_To do_
Scan the listing below for "compass", then report every line that has it.

*** Block opens ***

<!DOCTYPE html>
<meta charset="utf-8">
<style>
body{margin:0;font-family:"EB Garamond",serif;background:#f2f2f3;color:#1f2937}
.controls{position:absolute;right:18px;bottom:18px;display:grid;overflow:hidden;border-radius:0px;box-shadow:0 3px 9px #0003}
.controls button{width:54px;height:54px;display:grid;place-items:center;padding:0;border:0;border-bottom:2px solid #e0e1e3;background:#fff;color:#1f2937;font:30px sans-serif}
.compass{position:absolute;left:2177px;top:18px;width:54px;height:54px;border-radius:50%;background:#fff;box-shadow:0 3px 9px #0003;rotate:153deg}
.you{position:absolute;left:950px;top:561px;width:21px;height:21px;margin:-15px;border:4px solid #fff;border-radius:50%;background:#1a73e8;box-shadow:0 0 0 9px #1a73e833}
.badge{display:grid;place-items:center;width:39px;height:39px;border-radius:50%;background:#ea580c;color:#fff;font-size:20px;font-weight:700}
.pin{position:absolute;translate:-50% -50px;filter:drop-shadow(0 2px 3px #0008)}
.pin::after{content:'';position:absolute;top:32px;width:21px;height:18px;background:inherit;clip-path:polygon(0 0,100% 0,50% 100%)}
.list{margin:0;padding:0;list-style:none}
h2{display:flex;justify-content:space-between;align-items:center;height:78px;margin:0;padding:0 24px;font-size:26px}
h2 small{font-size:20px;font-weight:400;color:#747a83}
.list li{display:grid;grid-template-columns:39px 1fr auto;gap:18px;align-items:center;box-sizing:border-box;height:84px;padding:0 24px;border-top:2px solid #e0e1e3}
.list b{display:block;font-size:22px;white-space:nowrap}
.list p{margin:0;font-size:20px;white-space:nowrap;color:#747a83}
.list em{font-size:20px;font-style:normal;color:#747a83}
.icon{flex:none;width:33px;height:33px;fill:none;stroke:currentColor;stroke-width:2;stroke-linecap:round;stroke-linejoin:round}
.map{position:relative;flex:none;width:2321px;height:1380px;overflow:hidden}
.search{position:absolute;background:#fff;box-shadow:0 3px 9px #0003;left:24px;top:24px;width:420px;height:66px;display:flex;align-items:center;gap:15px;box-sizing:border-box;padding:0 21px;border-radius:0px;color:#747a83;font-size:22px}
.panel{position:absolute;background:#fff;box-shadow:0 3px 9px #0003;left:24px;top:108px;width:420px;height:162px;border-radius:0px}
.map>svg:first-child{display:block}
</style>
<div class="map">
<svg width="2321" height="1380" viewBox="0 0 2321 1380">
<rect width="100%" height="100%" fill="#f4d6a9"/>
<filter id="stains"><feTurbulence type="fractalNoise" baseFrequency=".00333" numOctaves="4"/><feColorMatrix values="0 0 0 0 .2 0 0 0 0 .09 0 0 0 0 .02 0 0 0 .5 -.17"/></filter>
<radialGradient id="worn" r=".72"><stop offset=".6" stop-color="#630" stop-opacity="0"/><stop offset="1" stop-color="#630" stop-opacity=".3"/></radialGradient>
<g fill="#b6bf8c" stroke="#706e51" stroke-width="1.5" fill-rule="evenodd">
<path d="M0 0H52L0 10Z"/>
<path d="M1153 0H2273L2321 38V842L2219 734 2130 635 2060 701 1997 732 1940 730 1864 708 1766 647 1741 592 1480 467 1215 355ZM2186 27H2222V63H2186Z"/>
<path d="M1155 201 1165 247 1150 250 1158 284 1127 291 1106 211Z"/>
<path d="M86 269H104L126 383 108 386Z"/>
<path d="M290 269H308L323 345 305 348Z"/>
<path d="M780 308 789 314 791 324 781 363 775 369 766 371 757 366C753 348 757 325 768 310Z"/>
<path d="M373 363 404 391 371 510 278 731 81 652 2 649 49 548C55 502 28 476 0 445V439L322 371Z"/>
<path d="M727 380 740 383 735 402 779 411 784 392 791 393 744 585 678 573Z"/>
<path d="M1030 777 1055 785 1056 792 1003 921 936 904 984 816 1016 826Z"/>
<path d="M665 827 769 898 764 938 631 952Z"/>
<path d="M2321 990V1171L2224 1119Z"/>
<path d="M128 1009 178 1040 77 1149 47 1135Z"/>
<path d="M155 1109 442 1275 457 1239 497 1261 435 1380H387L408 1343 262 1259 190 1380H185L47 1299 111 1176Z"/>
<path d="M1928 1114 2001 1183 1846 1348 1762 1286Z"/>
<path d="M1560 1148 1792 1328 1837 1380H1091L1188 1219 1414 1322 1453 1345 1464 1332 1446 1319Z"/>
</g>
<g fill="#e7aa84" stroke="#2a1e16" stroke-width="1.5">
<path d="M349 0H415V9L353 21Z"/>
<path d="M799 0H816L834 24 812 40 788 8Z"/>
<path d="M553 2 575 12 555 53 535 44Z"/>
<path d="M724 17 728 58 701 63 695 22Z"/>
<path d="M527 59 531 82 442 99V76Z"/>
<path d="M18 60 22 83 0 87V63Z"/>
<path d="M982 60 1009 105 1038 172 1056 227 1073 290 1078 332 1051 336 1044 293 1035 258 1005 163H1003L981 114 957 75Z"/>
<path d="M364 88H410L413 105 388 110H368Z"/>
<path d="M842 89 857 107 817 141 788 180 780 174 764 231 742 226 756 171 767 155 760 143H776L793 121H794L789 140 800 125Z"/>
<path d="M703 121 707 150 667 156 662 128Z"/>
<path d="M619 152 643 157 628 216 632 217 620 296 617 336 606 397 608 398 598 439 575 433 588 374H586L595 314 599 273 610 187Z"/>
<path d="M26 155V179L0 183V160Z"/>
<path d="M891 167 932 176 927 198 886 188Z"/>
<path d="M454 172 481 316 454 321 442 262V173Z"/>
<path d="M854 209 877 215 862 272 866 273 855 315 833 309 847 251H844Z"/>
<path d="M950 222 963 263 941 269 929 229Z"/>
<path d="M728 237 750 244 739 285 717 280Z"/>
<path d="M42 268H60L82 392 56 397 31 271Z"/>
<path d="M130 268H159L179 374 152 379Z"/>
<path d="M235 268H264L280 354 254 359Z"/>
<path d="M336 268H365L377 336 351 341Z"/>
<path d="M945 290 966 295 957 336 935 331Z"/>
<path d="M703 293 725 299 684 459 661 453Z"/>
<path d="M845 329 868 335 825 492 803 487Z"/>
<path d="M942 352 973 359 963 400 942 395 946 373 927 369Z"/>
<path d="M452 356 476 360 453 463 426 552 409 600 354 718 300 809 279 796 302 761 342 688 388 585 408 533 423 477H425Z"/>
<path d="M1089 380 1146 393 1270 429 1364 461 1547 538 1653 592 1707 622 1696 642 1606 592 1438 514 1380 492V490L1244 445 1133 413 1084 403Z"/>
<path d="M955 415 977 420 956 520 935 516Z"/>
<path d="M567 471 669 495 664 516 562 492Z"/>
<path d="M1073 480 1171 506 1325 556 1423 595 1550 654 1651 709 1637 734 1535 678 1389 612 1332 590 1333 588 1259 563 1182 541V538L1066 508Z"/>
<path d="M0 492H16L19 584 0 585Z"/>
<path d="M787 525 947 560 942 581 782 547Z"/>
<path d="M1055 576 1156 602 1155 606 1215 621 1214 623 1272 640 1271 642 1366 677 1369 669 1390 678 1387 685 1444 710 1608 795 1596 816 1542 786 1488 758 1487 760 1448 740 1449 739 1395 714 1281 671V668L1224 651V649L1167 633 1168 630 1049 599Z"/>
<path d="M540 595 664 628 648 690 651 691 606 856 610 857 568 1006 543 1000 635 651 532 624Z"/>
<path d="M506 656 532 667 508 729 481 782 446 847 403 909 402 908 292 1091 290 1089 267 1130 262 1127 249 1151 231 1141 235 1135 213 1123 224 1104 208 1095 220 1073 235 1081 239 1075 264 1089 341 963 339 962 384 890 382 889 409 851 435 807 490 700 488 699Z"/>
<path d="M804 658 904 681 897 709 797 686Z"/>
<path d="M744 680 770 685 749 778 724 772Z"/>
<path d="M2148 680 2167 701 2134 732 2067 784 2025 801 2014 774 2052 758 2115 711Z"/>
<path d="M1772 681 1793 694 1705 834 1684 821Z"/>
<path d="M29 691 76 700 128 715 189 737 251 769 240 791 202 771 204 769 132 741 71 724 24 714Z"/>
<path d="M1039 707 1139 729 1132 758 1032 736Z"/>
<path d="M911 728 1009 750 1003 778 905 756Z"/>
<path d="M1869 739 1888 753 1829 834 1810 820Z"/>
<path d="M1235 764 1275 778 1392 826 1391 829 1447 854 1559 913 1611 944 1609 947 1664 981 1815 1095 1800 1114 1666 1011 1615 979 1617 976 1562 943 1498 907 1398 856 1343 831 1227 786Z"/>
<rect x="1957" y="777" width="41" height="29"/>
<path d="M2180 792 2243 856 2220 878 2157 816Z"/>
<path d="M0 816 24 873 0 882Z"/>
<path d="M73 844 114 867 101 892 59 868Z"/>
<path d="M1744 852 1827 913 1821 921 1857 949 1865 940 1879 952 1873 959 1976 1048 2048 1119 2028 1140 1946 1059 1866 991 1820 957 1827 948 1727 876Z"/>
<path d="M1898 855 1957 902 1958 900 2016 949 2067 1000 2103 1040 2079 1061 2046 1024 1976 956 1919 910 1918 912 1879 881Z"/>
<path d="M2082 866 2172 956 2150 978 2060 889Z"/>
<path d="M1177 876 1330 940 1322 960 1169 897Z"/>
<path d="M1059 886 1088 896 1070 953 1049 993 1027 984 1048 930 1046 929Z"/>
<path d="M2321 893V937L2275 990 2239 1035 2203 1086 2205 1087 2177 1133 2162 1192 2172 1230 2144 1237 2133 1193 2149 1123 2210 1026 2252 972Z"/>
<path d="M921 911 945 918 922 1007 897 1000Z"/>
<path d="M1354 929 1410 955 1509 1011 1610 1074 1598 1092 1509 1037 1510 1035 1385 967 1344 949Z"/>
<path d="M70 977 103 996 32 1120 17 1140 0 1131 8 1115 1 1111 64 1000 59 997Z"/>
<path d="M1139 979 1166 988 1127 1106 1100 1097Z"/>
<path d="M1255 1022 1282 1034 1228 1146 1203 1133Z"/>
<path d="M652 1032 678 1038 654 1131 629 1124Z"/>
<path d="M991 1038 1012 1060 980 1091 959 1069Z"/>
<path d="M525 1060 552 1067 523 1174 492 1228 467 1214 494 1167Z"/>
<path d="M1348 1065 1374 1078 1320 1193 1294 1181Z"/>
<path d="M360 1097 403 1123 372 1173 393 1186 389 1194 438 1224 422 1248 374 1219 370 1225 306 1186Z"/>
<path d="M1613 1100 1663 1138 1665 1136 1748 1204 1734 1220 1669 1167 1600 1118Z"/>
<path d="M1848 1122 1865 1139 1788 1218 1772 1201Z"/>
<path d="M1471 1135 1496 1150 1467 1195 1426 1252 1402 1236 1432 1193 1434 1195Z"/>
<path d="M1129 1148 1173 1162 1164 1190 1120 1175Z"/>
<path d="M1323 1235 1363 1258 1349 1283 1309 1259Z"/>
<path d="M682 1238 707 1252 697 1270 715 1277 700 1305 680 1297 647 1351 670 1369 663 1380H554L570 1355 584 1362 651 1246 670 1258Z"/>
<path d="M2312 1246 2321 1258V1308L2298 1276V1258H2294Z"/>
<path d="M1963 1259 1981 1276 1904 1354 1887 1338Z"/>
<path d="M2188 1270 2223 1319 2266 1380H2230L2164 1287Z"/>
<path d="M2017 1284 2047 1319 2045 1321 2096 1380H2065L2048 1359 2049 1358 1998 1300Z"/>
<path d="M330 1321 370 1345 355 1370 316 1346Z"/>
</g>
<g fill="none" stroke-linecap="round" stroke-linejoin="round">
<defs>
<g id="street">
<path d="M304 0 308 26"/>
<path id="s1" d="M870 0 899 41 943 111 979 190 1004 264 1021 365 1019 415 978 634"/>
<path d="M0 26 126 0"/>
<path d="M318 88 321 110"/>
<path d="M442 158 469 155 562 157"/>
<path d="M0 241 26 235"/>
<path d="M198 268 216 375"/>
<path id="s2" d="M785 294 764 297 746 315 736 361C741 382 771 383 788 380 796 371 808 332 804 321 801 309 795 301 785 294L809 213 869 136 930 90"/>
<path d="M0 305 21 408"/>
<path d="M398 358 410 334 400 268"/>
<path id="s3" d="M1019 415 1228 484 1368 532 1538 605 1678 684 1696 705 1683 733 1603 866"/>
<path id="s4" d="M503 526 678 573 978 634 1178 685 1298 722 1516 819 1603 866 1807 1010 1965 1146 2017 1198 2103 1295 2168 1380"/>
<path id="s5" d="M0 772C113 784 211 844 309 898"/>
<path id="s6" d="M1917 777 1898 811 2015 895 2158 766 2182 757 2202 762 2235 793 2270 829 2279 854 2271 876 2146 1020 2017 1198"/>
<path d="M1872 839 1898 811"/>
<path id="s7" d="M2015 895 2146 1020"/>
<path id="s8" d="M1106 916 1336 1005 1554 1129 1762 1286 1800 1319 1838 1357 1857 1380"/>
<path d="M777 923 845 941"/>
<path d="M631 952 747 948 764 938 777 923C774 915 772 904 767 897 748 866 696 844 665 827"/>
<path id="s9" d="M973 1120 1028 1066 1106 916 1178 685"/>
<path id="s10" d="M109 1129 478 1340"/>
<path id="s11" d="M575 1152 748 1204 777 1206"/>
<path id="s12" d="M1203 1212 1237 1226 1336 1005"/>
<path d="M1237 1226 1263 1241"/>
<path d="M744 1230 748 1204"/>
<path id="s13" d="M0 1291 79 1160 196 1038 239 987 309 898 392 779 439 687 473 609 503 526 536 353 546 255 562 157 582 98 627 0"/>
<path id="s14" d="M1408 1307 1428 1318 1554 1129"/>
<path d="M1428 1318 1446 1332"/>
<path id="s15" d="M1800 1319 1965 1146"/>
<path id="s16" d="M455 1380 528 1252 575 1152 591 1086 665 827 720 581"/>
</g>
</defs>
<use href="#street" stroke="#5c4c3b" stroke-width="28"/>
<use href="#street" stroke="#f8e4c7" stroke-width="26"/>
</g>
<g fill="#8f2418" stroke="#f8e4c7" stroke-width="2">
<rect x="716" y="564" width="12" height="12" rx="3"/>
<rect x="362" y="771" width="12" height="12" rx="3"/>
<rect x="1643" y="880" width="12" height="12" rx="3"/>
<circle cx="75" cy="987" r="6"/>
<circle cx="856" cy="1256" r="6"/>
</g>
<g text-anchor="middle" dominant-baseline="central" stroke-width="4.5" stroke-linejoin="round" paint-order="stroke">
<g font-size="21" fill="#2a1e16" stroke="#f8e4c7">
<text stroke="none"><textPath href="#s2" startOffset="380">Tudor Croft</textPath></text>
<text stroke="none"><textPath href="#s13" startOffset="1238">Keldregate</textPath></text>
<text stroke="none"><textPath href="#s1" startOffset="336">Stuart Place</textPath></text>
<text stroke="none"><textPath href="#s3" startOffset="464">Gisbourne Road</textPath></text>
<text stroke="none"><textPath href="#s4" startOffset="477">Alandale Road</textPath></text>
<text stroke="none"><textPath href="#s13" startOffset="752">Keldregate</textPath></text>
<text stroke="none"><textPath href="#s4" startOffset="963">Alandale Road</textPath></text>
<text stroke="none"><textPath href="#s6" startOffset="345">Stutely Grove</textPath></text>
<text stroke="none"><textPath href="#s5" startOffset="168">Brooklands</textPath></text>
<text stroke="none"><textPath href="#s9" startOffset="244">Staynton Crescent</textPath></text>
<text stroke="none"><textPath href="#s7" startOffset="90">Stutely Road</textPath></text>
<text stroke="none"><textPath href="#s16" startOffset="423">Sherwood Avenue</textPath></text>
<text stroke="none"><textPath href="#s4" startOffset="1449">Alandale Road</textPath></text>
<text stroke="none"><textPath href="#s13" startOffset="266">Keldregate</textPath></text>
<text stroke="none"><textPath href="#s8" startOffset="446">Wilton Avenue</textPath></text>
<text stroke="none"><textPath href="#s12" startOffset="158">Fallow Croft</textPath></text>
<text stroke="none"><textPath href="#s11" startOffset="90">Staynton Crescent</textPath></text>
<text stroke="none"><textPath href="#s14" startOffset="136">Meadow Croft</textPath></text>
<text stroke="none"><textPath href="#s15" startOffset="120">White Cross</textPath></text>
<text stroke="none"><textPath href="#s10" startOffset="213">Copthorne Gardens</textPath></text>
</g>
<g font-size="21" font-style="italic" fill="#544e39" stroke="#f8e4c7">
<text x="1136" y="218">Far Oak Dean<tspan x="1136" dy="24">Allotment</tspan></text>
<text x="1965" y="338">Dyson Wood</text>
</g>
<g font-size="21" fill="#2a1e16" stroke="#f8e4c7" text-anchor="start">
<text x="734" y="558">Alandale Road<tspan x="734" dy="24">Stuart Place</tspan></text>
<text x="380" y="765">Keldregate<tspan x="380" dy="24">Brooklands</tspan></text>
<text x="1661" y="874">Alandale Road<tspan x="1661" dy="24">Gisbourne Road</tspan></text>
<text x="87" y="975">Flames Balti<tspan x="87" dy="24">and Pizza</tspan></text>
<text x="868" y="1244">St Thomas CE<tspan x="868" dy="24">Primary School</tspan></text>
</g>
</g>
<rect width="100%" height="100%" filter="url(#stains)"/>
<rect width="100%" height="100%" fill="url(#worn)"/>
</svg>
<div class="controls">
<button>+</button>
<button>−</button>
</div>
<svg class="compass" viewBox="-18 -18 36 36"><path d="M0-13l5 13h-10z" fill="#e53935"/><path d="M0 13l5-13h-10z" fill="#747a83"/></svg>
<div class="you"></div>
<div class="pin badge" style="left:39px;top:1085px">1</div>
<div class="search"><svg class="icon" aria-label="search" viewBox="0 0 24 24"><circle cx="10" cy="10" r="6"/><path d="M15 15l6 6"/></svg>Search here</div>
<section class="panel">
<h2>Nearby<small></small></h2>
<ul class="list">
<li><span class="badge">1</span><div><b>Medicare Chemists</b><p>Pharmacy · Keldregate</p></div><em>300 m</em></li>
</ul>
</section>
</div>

*** Block closes ***

_Solved exercise_
.compass{position:absolute;left:2177px;top:18px;width:54px;height:54px;border-radius:50%;background:#fff;box-shadow:0 3px 9px #0003;rotate:153deg}
<svg class="compass" viewBox="-18 -18 36 36"><path d="M0-13l5 13h-10z" fill="#e53935"/><path d="M0 13l5-13h-10z" fill="#747a83"/></svg>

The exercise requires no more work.